如果你对这篇内容有疑问,欢迎到本站社区发帖提问 参与讨论,获取更多帮助,或者扫码二维码加入 Web 技术交流群。
绑定邮箱获取回复消息
由于您还没有绑定你的真实邮箱,如果其他用户或者作者回复了您的评论,将不能在第一时间通知您!
发布评论
评论(3)
如果您对性能感兴趣,我会使用快速随机数生成器,例如:
其次,
compete
看起来非常可疑,因为它完全是懒惰的,尽管构建了一些潜在的大型结构。尝试使用 deepseq 锤子将其重写得更严格:这些东西都不需要不过,在 IO 中(单独的问题)。像
Rand
monad 这样的东西可能更合适。If you're interested in performance, I'd use a fast random number generator, such as:
Secondly,
compete
looks very suspicious, as it is entirely lazy, despite building some potentially large structures. Try rewriting it to be a bit stricter, using the deepseq hammer:None of this stuff needs to be in IO, though, (separate issue). Something like the
Rand
monad may be more appropriate.感谢 Don 的
deepseq
建议,我能够将问题范围缩小到mapM mutate
,这导致了太多的重击。新版本有mutate'
,它使用seq
来防止 thunking。GitHub
Thanks to Don's
deepseq
suggestion, I was able to narrow the problem tomapM mutate
which made too many thunks. The new version hasmutate'
, which usesseq
to prevent thunking.GitHub
您可以使用
maximumBy
和一个(map head .map orderFitness)
(其中orderFitness
是一个sortBy
),而不是使用(map head .map orderFitness)
地图
。这并不会节省太多(因为您将从 O(n log n) 变为 O(n),并且可能会通过消除双映射而获得另一个两倍),但至少更简单、更高效。您还可以摆脱对反向的调用。我怀疑这可以在没有
deepseq
的情况下解决问题,但它仍然应该是一个改进。编辑:如果标准库和 GHC 是完美的,那么
head 。 sortBy
将生成与 maximumBy 和map head 相同的代码。 map sortBy
会生成与map (head .sortBy)
相同的代码,遗憾的是,这些事情在实践中都不太可能是真的。sortBy
往往会进行大量额外的内存分配,因为它是一种分而治之的算法。组合地图是一种有时会得到的优化,但不应指望。更重要的是,使用 maximumBy 更具声明性。更容易看出代码的作用以及需要多长时间。在优化中也应该更容易利用,因为我们知道目标是什么,而不仅仅是如何实现它。
Instead of using
(map head . map orderFitness)
whereorderFitness
is asortBy
you could usemaximumBy
and a singlemap
. That doesn't save too much (since you are going from an O(n log n) to O(n) and might be getting another factor of two from eliminating the double map), but is at the least somewhat simpler and more efficient. You would also get rid of a call to reverse.I doubt this fixes the problem without a
deepseq
, but it should be an improvement none the less.Edit: if the standard library and GHC were perfect, then
head . sortBy
would produce identical code tomaximumBy
andmap head . map sortBy
would produce identical code tomap (head . sortBy)

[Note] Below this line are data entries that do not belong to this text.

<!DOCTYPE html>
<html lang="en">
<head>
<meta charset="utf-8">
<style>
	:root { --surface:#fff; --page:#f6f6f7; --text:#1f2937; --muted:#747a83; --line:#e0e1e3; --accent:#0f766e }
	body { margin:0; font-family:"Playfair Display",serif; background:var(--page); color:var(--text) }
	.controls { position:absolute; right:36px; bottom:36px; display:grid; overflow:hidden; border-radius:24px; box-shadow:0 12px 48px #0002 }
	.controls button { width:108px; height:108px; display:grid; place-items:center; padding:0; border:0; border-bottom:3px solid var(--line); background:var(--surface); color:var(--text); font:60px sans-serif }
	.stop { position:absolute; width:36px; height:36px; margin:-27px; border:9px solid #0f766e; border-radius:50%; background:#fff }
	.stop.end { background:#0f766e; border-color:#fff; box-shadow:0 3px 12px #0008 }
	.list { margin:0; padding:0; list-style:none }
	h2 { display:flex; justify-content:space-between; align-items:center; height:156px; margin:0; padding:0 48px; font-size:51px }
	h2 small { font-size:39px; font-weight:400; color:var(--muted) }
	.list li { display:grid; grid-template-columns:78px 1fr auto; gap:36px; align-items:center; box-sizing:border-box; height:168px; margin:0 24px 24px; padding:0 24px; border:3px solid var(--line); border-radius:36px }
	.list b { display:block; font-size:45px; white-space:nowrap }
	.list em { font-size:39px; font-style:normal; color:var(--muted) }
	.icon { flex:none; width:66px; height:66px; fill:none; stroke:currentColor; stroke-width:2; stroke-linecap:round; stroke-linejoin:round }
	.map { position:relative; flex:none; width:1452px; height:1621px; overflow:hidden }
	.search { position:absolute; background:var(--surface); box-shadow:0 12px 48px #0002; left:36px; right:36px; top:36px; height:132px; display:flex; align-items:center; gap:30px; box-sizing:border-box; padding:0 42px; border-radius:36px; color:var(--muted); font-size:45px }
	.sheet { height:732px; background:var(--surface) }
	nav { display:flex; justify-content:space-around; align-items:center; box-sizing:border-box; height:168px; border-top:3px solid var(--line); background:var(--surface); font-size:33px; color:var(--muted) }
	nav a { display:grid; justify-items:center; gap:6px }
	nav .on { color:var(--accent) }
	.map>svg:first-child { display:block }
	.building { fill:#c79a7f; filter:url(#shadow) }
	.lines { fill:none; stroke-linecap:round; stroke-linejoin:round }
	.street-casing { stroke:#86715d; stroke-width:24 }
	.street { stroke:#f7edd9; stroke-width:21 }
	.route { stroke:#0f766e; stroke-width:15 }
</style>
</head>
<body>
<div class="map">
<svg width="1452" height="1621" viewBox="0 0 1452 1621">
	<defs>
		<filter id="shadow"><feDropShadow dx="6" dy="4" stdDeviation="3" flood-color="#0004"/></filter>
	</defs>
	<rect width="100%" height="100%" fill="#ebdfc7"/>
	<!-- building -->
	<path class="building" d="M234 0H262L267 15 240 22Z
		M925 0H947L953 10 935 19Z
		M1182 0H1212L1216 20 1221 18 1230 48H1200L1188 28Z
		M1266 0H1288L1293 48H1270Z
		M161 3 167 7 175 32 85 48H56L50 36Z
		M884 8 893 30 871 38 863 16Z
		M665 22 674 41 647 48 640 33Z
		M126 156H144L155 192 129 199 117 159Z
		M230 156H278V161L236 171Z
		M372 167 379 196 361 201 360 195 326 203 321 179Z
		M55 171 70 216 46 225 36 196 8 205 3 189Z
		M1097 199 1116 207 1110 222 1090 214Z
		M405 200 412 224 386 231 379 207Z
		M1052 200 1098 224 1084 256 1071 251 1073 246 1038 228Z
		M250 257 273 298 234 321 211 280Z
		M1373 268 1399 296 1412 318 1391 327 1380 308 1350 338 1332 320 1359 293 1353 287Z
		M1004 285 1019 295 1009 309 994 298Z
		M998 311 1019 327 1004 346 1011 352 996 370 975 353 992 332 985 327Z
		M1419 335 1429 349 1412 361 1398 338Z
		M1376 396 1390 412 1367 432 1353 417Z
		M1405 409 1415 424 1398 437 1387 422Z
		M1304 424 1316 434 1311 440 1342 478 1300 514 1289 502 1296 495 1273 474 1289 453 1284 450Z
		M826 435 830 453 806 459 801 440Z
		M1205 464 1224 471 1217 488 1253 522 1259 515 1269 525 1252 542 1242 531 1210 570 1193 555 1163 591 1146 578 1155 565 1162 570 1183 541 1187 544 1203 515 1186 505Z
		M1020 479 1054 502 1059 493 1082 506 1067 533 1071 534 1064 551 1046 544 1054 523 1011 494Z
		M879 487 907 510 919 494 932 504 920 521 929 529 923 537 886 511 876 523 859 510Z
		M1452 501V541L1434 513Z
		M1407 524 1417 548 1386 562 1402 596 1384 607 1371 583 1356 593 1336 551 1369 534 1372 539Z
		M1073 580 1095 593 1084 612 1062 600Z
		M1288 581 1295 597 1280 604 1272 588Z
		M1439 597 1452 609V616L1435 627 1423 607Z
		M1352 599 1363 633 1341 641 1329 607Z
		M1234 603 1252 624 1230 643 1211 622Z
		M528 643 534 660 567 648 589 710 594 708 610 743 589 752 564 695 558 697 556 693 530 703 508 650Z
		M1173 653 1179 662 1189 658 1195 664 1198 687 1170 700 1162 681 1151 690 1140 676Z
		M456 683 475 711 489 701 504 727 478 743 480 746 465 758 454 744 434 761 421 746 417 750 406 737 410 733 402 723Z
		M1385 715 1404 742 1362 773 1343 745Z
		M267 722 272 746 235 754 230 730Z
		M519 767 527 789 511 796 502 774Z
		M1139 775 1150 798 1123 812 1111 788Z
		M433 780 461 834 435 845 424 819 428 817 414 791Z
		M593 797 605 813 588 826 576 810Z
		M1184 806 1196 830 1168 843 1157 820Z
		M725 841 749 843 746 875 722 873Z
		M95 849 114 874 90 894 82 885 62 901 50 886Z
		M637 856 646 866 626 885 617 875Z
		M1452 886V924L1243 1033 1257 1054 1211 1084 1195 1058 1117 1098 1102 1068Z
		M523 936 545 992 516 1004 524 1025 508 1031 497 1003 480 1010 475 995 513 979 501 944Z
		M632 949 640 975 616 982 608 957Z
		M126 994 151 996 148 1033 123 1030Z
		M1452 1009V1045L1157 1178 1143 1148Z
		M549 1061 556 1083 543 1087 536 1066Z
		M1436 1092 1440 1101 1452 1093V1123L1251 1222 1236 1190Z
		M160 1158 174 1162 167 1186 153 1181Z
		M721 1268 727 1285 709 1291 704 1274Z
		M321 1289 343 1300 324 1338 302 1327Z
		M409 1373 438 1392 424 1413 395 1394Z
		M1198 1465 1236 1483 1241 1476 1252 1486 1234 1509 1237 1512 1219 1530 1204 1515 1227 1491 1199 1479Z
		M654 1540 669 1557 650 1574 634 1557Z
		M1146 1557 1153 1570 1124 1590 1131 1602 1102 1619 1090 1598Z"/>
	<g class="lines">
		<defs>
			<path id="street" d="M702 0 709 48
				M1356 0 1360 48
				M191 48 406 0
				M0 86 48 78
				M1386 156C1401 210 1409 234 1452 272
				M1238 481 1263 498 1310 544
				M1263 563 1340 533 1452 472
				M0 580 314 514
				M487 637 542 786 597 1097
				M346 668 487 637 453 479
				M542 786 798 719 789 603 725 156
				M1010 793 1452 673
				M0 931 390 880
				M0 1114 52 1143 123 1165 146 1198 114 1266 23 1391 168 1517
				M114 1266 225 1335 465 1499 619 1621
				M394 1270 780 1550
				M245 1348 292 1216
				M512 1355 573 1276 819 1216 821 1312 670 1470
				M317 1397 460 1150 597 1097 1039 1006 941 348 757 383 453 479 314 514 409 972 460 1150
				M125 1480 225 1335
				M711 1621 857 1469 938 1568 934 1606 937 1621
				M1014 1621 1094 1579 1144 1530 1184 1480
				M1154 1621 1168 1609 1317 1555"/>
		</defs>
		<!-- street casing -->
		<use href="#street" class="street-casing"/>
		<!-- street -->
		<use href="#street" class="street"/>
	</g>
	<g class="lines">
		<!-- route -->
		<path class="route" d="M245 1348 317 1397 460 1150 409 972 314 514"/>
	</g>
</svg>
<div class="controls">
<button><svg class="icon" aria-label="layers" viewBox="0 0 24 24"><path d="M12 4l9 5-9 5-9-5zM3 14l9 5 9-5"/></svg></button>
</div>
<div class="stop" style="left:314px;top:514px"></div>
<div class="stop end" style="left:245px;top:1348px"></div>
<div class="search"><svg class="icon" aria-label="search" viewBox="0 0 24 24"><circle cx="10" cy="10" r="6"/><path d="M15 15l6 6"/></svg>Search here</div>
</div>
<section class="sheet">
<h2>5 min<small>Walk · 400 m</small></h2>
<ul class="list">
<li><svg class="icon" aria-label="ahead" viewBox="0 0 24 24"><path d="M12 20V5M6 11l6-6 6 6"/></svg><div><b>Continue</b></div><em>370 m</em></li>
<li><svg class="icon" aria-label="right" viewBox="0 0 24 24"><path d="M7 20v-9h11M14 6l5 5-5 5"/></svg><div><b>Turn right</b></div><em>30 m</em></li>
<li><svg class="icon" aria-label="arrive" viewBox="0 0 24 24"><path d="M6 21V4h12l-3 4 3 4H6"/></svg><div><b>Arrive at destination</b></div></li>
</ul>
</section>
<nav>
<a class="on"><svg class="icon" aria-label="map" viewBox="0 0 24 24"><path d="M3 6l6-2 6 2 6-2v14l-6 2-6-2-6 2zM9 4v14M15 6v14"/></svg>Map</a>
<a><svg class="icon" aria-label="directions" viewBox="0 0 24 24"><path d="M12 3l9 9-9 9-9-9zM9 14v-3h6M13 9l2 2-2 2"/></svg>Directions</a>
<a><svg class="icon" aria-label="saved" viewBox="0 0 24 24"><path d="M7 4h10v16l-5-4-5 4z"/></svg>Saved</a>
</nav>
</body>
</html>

sadly neither of these things is likely to be true in practice.sortBy
will tend to do a bunch of extra memory allocation because it is a divide and conquer algorithm. Combining maps is an optimization you sometimes get, but should not count on.More importantly, using
maximumBy
is more declarative. It is easier to see what the code does and how long it will take. It should also be easier to take advantage of in optimizations, because we know what the goal is, not just how we get it.